Cullinan explained how selling assets was often “not the most capital-efficient way of winding down its non-core portfolio”. He noted that RBS had written off 10 percent but, of the remaining 90 percent, half of the assets would be “run off” and half would be “actual sales”, with running off assets being the most capital-efficient course of action.
Cullinan said that, within the real estate sector, it had been a challenge to sell assets. “It has been fundamentally an issue of cost of (a fund’s) capital, rather than their return hurdles. What people sometimes forget is that everyone wants 15 percent, the bank included. The difference for the bank is that the bank is the most capital-efficient to hold those assets because the bank can gear itself at eight or nine to one. Most funds would be lucky to get 50 percent.” He added that, unless funds could access higher gearing, it would remain “incredibly challenging” for those private equity real estate funds to “play”.
RBS set up its non-core group in 2009 and designed it as a vehicle to reduce the institutional risk within the bank. Some £285 billion of assets went into the non-core group, including £70 billion of real estate across the globe in different asset classes. Cullinan said the size of the non-core group was initially larger than the balance sheet of Standard Chartered Bank and Greece.
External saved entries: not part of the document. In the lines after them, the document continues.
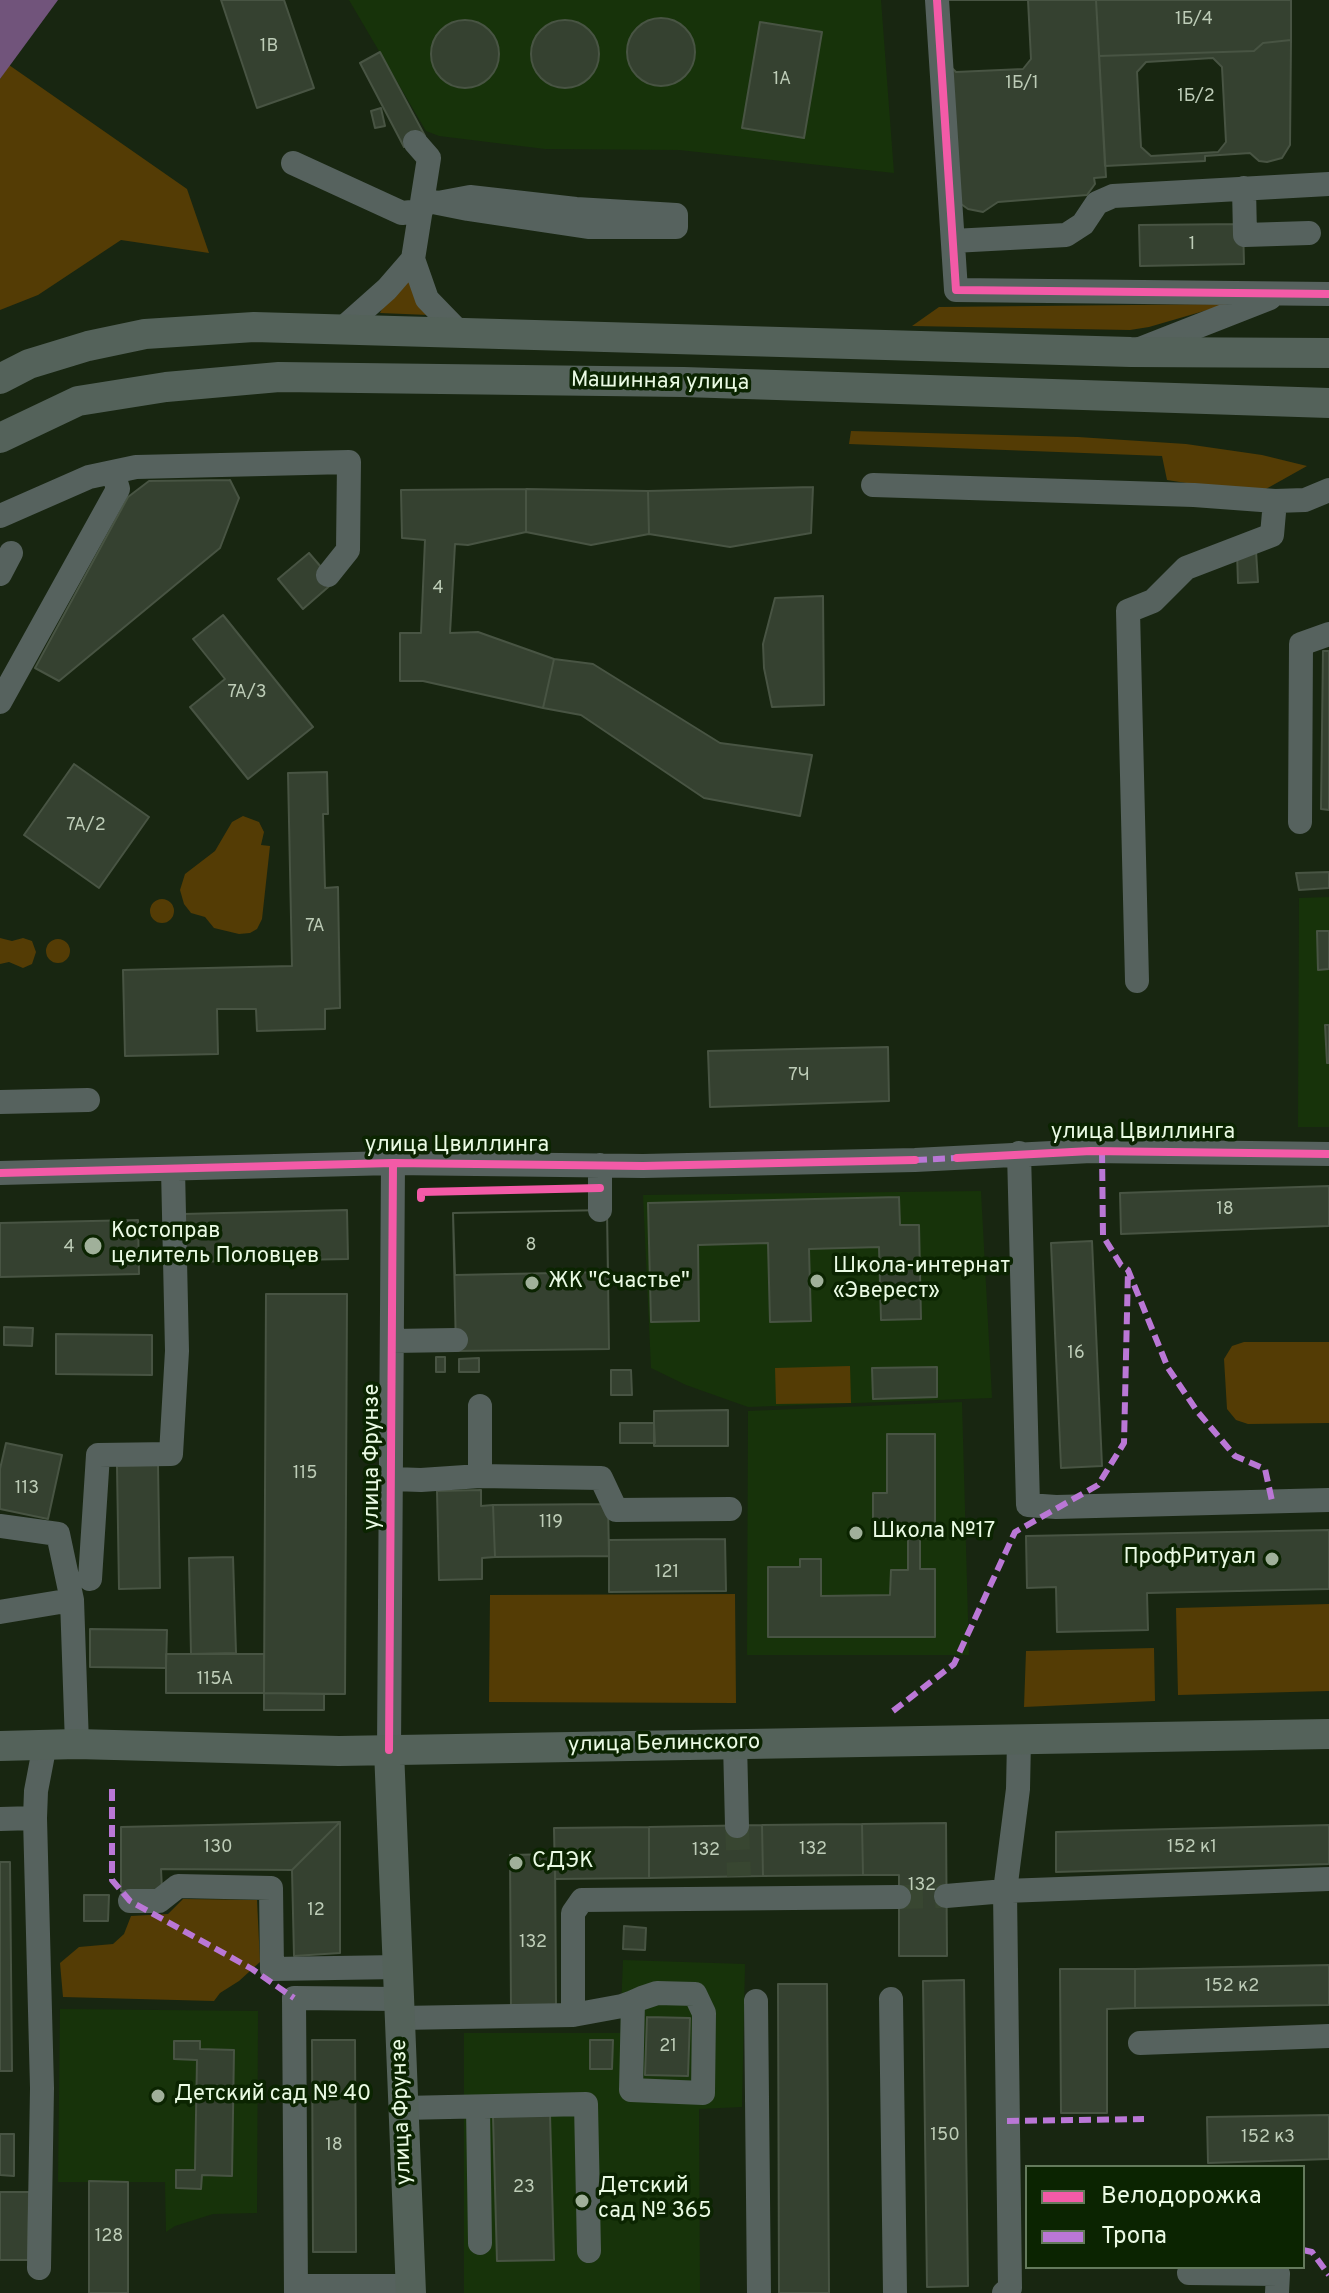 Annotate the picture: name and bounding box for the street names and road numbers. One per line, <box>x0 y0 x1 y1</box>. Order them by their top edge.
street label: Машинная улица <box>571 368 749 398</box>
street label: улица Цвиллинга <box>1051 1121 1235 1147</box>
street label: улица Цвиллинга <box>365 1134 549 1160</box>
street label: улица Фрунзе <box>361 1384 387 1530</box>
street label: улица Белинского <box>568 1730 760 1760</box>
street label: улица Фрунзе <box>387 2038 419 2186</box> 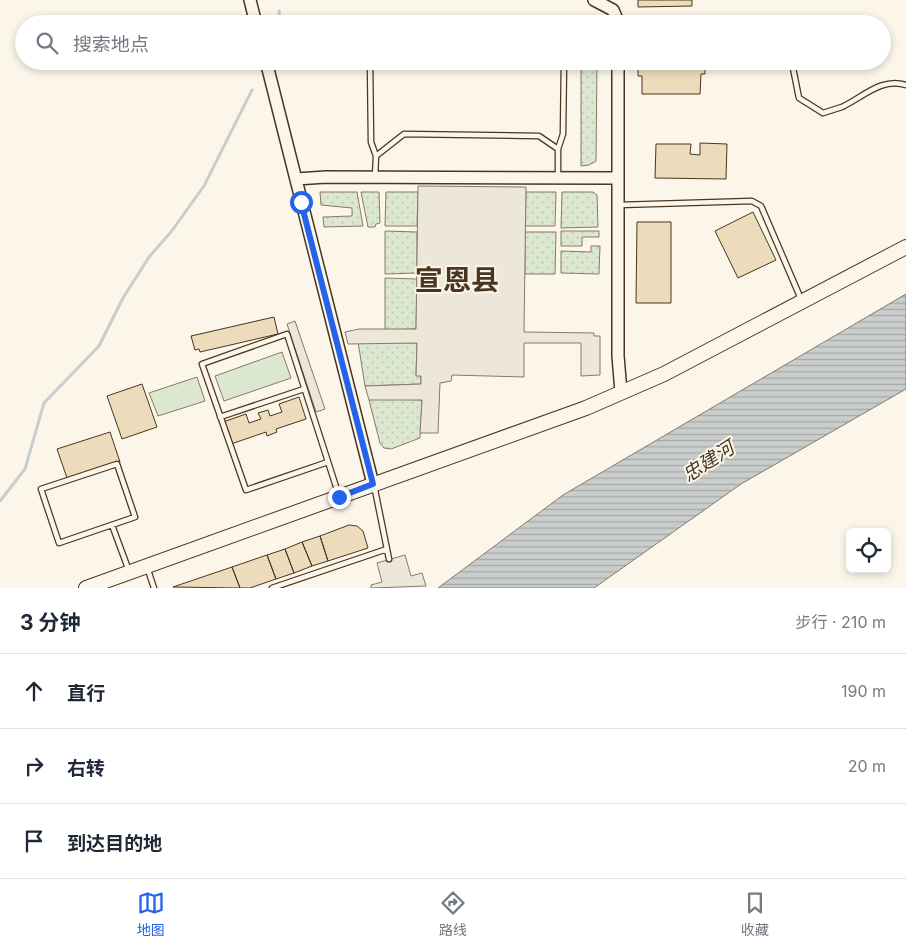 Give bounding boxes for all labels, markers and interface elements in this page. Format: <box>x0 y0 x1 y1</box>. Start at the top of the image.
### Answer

By the end of last year, RBS had reduced its non core group to £94 billion of assets against its original target of about £118 billion by the end of 2011. That gives the bank another two years to reduce to around £40 billion. Of the original €70 billion of real estate, the portfolio has been reduced by 50 percent. It has sold its directly-owned assets such as pubs and hotels including the Cumberland and Grosvenor House in London.
Speaking about Project Isobel, the 2011 real estate transaction with The Blackstone Group named after his daughter, the chief of the non-core division said the project originally started out as ‘Project Monaco’ with some £3.4 billion of assets that needed “better management and a more efficient cost of capital applied to it”.
The bank went on a “fishing exercise” to sell the £3.4 billion portfolio but discovered no potential buyer could raise the money required. Therefore, RBS decided to reduce the portfolio to a residual part and renamed it Project Isobel as a collection of loans that needed “hands-on management potentially going into a recovery phase plus enforcement and active restructuring over time”.
Cullinan joked: “Project Isobel was named after my daughter. She was 15 when it started and 17 when it completed, so obviously it has been a bit of a journey.”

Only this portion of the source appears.